Ohne verantwortungsvolle Funktionäre wäre ein Verein nichts wert. Sie lenken die Geschicke, treffen die wichtigen Entscheidungen. Während der vergangenen zwei Jahrzehnte waren die unterschiedlichsten Typen am Ruder. Erster "Kapitän" im Gründungsjahr 2000 war Norbert Kastner, damals Coburgs Oberbürgermeister. Er wurde zum ersten und bislang letzten Präsidenten gekürt. "Jetzt ist nicht die Zeit für Eitelkeiten, wir wollen etwas Großes auf den Weg bringen", sagte er bei seiner Wahl.

Coburgs "Handballpapst" Erich Bilek "hat es nie für möglich gehalten, dass der Aufstieg in die 1. Bundesliga für Coburg machbar ist.
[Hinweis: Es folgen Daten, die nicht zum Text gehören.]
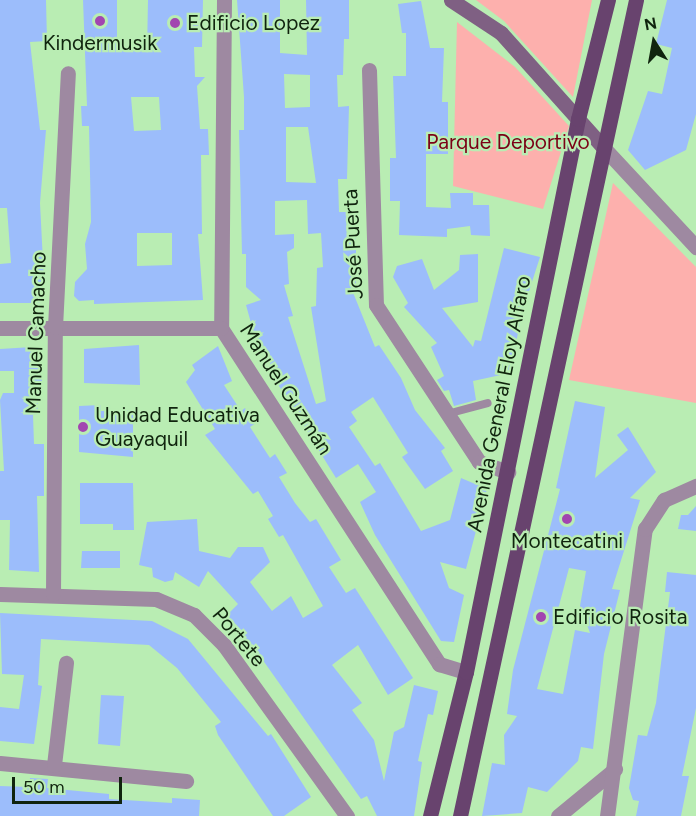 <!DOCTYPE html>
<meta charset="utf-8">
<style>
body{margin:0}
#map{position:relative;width:696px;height:816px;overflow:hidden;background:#b9edb3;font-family:Figtree,sans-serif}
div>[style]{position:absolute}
.green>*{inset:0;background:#fdb0ad}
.building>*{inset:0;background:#9cbdfb}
.lane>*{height:8px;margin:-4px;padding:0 4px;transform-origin:4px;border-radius:4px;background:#9e89a1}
.street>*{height:15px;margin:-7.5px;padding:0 7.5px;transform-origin:7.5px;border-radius:7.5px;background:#9e89a1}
.secondary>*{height:15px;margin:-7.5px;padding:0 7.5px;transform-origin:7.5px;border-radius:7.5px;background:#7f6083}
.primary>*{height:15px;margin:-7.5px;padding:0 7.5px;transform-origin:7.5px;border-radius:7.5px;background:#68436e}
.dots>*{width:16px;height:16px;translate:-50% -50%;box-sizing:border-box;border:3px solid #b9edb3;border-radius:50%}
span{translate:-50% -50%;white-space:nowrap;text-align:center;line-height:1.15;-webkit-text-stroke:4.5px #b9edb3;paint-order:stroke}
.poi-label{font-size:21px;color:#10240e}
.left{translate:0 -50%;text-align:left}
.park-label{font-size:21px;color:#7b0016}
.street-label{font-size:21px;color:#10240e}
.north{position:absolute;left:624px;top:12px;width:60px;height:60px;-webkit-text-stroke:4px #b9edb3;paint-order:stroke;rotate:349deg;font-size:16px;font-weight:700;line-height:24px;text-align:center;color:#10240e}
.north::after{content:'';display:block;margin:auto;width:21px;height:27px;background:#10240e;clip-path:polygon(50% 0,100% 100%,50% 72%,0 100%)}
.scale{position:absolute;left:12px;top:777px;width:110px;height:27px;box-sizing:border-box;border:3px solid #10240e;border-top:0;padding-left:8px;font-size:18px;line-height:21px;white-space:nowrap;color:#10240e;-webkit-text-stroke:4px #b9edb3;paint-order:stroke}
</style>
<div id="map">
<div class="green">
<i style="clip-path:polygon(476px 0,592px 0,573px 97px,504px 21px)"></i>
<i style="clip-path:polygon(457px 22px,515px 67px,569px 126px,543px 209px,453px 186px)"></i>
<i style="clip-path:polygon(613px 183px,696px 267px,696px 403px,569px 380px)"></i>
</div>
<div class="building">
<i style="clip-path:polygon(0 0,46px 0,47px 41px,30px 42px,40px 130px,46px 130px,40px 203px,44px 281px,40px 303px,0 303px,0 264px,11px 263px,7px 208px,0 208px)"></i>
<i style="clip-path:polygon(evenodd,83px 0,117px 0,117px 51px,147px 51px,148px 0,203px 0,202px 47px,194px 47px,195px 77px,205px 77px,197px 86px,200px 129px,208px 129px,209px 155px,201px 155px,202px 234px,198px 234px,203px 300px,94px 304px,94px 300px,79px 301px,74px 296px,75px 282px,87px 269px,85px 244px,91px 222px,89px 126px,82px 126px,81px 106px,87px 106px,83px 0,131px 97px,159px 97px,161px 130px,134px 131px,131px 97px,83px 0,137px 233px,172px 233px,172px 265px,137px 266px,137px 233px)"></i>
<i style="clip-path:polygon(evenodd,237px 0,280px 0,280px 53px,307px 55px,306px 0,349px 0,349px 39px,344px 39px,343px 75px,337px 75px,338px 107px,349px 106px,347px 179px,338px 179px,339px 212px,346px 212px,347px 238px,356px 238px,356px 285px,350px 285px,375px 347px,379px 345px,401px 378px,415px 410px,445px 448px,441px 451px,453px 471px,425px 489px,402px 457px,408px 453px,373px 397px,351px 412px,357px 421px,349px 427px,375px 466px,380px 463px,421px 531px,450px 520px,461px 478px,487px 489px,466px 569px,440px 562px,449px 588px,464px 595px,454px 642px,441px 641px,375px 535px,360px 502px,376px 492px,358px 464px,336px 478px,279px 386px,261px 340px,256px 341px,246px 305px,261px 300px,246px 287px,246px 254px,242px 254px,239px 130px,244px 130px,244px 97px,237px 0,284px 74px,310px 75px,310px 107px,285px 108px,284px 74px,237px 0,286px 127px,308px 127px,316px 183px,286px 182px,286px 127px,237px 0,307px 200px,308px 234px,321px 233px,323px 267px,317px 268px,316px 306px,311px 307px,326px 401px,316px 404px,288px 317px,293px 316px,284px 285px,289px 284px,287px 252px,294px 248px,294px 234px,275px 235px,275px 201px,307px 200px)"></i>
<i style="clip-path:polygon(667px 0,696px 0,696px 114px,686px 150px,645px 170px,628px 150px,648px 91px,662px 94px,672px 48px,656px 44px)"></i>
<i style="clip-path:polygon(421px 1px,430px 48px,444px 48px,442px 102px,448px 102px,448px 154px,426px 154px,426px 207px,451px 208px,450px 193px,473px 193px,473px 205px,489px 205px,490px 236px,471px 235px,470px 226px,447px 229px,447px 237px,399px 235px,400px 201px,390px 201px,390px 158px,396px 158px,393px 76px,406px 76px,406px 33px,402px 33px,398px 4px)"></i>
<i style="clip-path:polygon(504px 248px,540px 257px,522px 313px,510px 373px,473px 381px,476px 400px,454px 406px,449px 390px,444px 391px,437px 380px,444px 376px,431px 347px,437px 343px,404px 307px,408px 303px,393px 277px,397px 266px,422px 259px,434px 290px,459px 270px,460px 255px,478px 254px,478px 302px,442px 308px,473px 347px,475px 340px,481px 341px)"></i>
<i style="clip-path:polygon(139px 345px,140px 385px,84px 383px,84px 349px)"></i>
<i style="clip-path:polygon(218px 346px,232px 381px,224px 385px,241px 411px,245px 408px,256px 423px,250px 427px,270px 458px,275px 454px,287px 473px,279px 477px,295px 503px,310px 522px,316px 519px,341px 560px,329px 567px,346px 593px,355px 588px,413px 678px,388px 695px,358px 645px,332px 665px,362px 703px,352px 710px,374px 740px,384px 781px,394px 732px,404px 727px,414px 685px,438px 691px,433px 715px,428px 714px,418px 761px,422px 762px,414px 816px,377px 816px,367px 796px,361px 799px,255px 649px,241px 636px,244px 633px,227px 615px,238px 604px,208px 571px,199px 587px,175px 572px,173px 580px,165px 582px,153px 577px,152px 568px,139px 565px,147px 522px,197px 519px,199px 551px,230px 558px,238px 547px,263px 547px,270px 562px,250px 582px,272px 611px,291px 596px,303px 618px,323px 606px,283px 535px,279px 537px,268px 519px,273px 516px,258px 491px,253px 494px,205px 435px,215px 429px,186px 382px,195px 370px,192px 365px)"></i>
<i style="clip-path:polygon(32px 347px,42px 351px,42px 382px,37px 382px,38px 415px,33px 415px,34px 444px,44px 444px,44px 496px,37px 496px,39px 572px,9px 570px,10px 520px,0 520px,0 471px,4px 471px,0 400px,3px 393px,14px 393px,14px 371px,0 371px,0 349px)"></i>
<i style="clip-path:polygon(evenodd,575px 401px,605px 407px,595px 478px,628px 450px,617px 435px,628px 427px,656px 472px,630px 498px,640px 500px,612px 589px,620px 590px,604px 654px,593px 749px,581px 747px,578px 761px,547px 792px,528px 787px,522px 813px,482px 816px,492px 763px,505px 765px,504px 735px,517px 716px,507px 714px,513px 670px,560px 489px,556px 488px,575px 401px,569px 568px,586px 571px,580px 606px,590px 633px,575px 630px,563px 694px,537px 689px,569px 568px)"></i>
<i style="clip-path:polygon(101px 405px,101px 411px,133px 410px,133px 457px,79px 452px,79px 406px)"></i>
<i style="clip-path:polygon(80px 483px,133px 483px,134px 530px,113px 530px,113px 524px,80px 524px)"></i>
<i style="clip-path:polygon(696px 506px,696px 531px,678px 529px,681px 515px,688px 515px)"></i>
<i style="clip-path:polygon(82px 551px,120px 551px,120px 568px,81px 568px)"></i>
<i style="clip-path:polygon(667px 572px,696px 575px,696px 708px,682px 776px,689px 776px,681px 816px,636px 816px,639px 801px,633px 800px,629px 788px,638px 735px,647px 736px,656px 703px,670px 592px,665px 592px)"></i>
<i style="clip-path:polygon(0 613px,152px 621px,188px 639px,268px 736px,271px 734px,311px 797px,284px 816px,273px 816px,218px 735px,215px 726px,221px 722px,177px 668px,149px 645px,41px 639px,38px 685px,42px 686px,34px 744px,0 741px,0 707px,19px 709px,24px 675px,2px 674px)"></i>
<i style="clip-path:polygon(101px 695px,124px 696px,120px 746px,98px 744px)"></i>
<i style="clip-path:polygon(30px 778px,48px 779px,47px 788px,109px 794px,109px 799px,172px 803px,172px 798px,200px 800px,199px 816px,0 816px,0 786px,29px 787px)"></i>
</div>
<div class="lane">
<i style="left:447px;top:414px;width:42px;rotate:-15deg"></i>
</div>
<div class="street">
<i style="left:224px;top:0;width:328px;rotate:90.5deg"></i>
<i style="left:221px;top:328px;width:401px;rotate:57deg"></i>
<i style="left:439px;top:664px;width:28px;rotate:17deg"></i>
<i style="left:369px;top:70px;width:235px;rotate:88.3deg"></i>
<i style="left:376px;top:305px;width:188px;rotate:56.7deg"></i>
<i style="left:479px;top:462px;width:31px;rotate:19deg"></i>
<i style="left:603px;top:147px;width:137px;rotate:47.1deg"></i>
<i style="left:0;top:328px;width:221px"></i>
<i style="left:0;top:594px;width:156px;rotate:1.8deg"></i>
<i style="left:156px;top:599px;width:41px;rotate:22.8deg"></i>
<i style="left:194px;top:615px;width:42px;rotate:45deg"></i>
<i style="left:224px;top:645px;width:211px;rotate:54.3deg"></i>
<i style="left:53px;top:594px;width:267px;rotate:-89.6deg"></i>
<i style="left:55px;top:327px;width:254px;rotate:-87.1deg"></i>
<i style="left:0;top:763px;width:187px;rotate:5.5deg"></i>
<i style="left:54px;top:765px;width:103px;rotate:-83.3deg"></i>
<i style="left:558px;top:816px;width:74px;rotate:-39.5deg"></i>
<i style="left:607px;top:816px;width:290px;rotate:-82.5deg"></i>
<i style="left:645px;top:529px;width:35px;rotate:-57deg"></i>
<i style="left:664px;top:500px;width:35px;rotate:-24deg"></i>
</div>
<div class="secondary">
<i style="left:451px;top:0;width:60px;rotate:33.4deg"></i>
<i style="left:501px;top:33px;width:153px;rotate:48.2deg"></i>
</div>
<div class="primary">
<i style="left:430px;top:816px;width:148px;rotate:-76deg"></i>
<i style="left:466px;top:672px;width:564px;rotate:-78.55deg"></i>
<i style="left:578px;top:119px;width:123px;rotate:-75.9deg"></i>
<i style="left:460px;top:816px;width:835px;rotate:-77.83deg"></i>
</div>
<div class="dots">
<i style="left:100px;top:21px;background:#a245b0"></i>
<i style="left:175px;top:23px;background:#a245b0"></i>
<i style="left:83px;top:427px;background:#a245b0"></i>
<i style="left:567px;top:519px;background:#a245b0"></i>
<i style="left:541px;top:617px;background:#a245b0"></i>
</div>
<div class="poi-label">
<span class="left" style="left:187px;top:23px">Edificio Lopez</span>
<span style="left:100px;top:43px">Kindermusik</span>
<span class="left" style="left:95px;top:427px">Unidad Educativa<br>Guayaquil</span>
<span style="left:567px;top:541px">Montecatini</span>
<span class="left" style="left:553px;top:617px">Edificio Rosita</span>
</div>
<div class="park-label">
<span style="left:508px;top:142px">Parque Deportivo</span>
</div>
<div class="street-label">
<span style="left:353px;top:244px;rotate:-93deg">José Puerta</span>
<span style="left:36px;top:333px;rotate:-88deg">Manuel Camacho</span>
<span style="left:286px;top:389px;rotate:57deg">Manuel Guzmán</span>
<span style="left:499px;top:404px;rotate:-79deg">Avenida General Eloy Alfaro</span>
<span style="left:239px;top:637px;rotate:50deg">Portete</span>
</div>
<div class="north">N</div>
<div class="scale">50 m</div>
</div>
Doch als alter Handballer ist es natürlich etwas ganz Besonderes, die Elite des deutschen Handballs in der Vestestadt zu erleben". Bilek hatte schon in den frühen 1980er Jahren die Vision eines gemeinsamen Coburger Handballvereins und Ende der 1990er Jahre in Oberbürgermeister Norbert Kastner endlich einen wichtigen Mitstreiter gefunden.

Es war mit dem Geschäftsmann Alfred Geyer ein Neuseser, der die Streichung von "Neuses" aus dem Vereinsnamen im Juli 2005 vorangetrieben hatte und eine Satzungsänderung beantragte. Seine Begründung damals: "Es war eine hervorragende Aufbauarbeit geleistet worden, doch der Anteil der ehemals Neuseser Spieler ist jetzt gesunken. Da das Ziel Bundesliga war, musste man nach vorne schauen und realitätsnah mit Vernunft und Zukunftsorientierung den richtigen Weg beschreiten."

"Von der Vision zum Erfolg"

Detlef Höhn, heute hauptverantwortlich für die VIP-Akkreditierung, sieht einen Weg "von der Vision zum Erfolg". Er verweist auf die Gespräche vor der Gründung, vor allem mit Norbert Kastner, wie Bundesligasport in Coburg möglich gemacht werden kann. "Uns wurden schnell bundesligataugliche Voraussetzungen, auch durch unsere Handball­issimo-Veranstaltungen mit namhaften Spielern wie Christian Rose, Mark Dragunski, Ingolf Wiegert und Bundestrainer Heiner Brand als Gesprächspartner bestätigt. Ich glaube, dies und die sportlichen Leistungen der Handballer haben die Stadtspitze und den Stadtrat bewogen, für den Neubau einer Arena zu stimmen. Eine gute Entscheidung für alle Sportler."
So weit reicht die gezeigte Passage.